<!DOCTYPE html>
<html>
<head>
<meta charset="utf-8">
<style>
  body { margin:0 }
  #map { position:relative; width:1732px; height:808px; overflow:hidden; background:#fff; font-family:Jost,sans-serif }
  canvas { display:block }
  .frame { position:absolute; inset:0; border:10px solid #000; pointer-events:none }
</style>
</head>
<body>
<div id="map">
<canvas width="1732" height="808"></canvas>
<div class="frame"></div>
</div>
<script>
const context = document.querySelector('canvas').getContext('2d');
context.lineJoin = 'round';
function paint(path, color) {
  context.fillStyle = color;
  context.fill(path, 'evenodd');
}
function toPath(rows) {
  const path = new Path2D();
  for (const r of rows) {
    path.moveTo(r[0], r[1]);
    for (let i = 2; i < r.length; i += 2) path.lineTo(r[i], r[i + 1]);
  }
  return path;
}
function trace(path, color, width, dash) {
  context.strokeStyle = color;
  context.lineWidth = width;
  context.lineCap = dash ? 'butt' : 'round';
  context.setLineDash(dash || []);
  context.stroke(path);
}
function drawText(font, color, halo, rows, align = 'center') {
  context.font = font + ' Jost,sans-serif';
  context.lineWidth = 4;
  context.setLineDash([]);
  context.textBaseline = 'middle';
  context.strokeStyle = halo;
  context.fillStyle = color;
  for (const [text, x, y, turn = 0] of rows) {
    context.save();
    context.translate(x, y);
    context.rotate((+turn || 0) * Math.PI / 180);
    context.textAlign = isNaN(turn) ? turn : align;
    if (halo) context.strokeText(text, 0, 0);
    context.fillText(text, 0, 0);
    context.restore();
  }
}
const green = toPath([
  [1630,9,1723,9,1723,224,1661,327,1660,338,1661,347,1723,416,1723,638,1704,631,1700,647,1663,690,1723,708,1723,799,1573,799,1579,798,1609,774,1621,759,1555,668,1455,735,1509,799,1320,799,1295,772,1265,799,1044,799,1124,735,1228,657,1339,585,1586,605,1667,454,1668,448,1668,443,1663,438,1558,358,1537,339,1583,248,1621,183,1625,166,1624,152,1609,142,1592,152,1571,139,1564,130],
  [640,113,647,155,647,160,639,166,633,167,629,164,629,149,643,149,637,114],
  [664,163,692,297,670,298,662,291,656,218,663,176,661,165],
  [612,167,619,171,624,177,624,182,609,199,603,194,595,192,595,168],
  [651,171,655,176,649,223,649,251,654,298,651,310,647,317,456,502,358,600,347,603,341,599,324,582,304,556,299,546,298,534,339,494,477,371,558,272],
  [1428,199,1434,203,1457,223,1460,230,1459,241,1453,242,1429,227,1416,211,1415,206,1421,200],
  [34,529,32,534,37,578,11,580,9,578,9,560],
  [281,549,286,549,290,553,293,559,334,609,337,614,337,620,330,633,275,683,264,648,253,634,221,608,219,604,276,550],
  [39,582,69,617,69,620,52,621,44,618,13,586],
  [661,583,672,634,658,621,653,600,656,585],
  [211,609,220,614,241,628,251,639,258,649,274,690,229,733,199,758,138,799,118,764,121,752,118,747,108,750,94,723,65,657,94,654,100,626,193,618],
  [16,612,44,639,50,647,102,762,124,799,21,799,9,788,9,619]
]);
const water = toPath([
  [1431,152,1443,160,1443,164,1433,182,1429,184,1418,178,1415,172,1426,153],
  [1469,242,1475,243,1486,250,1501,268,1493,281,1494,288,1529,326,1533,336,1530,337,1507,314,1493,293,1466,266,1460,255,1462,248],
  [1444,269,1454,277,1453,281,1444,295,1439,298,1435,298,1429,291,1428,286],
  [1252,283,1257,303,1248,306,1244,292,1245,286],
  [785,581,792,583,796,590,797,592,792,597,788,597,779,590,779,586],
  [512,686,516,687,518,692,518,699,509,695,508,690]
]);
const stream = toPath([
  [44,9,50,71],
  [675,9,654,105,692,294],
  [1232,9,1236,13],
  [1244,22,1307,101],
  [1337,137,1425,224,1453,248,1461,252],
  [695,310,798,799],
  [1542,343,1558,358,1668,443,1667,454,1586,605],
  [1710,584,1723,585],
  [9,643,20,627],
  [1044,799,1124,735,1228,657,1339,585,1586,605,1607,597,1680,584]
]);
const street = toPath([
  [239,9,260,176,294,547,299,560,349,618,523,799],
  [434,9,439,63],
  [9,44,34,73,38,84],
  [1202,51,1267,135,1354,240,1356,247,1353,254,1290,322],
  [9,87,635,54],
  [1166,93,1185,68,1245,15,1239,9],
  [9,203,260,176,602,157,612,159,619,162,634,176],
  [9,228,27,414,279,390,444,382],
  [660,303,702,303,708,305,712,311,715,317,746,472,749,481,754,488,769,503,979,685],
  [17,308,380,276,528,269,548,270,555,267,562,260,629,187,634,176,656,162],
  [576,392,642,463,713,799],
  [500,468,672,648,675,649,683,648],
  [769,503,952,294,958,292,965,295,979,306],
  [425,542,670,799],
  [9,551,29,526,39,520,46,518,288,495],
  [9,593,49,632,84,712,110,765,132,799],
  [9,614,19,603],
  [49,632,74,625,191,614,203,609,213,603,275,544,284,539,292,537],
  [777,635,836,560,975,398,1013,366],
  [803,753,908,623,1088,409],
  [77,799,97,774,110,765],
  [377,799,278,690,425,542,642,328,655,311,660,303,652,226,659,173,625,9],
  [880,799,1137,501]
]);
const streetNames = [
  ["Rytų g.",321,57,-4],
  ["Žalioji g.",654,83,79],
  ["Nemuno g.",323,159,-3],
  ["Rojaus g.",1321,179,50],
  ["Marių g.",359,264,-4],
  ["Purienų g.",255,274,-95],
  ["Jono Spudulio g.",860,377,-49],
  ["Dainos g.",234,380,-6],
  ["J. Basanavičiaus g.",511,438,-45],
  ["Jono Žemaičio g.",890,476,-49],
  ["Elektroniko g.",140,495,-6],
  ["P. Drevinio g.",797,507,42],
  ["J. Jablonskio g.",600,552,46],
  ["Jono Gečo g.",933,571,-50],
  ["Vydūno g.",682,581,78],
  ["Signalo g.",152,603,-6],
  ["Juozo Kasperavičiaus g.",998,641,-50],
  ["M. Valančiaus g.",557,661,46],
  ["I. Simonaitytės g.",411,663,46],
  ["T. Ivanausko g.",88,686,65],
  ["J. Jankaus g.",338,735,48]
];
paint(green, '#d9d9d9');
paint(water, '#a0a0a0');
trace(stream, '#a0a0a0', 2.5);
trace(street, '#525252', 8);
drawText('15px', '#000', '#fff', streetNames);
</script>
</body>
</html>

--*--

Since only a number is wanted, please say how many lines in the data include the word "function".

4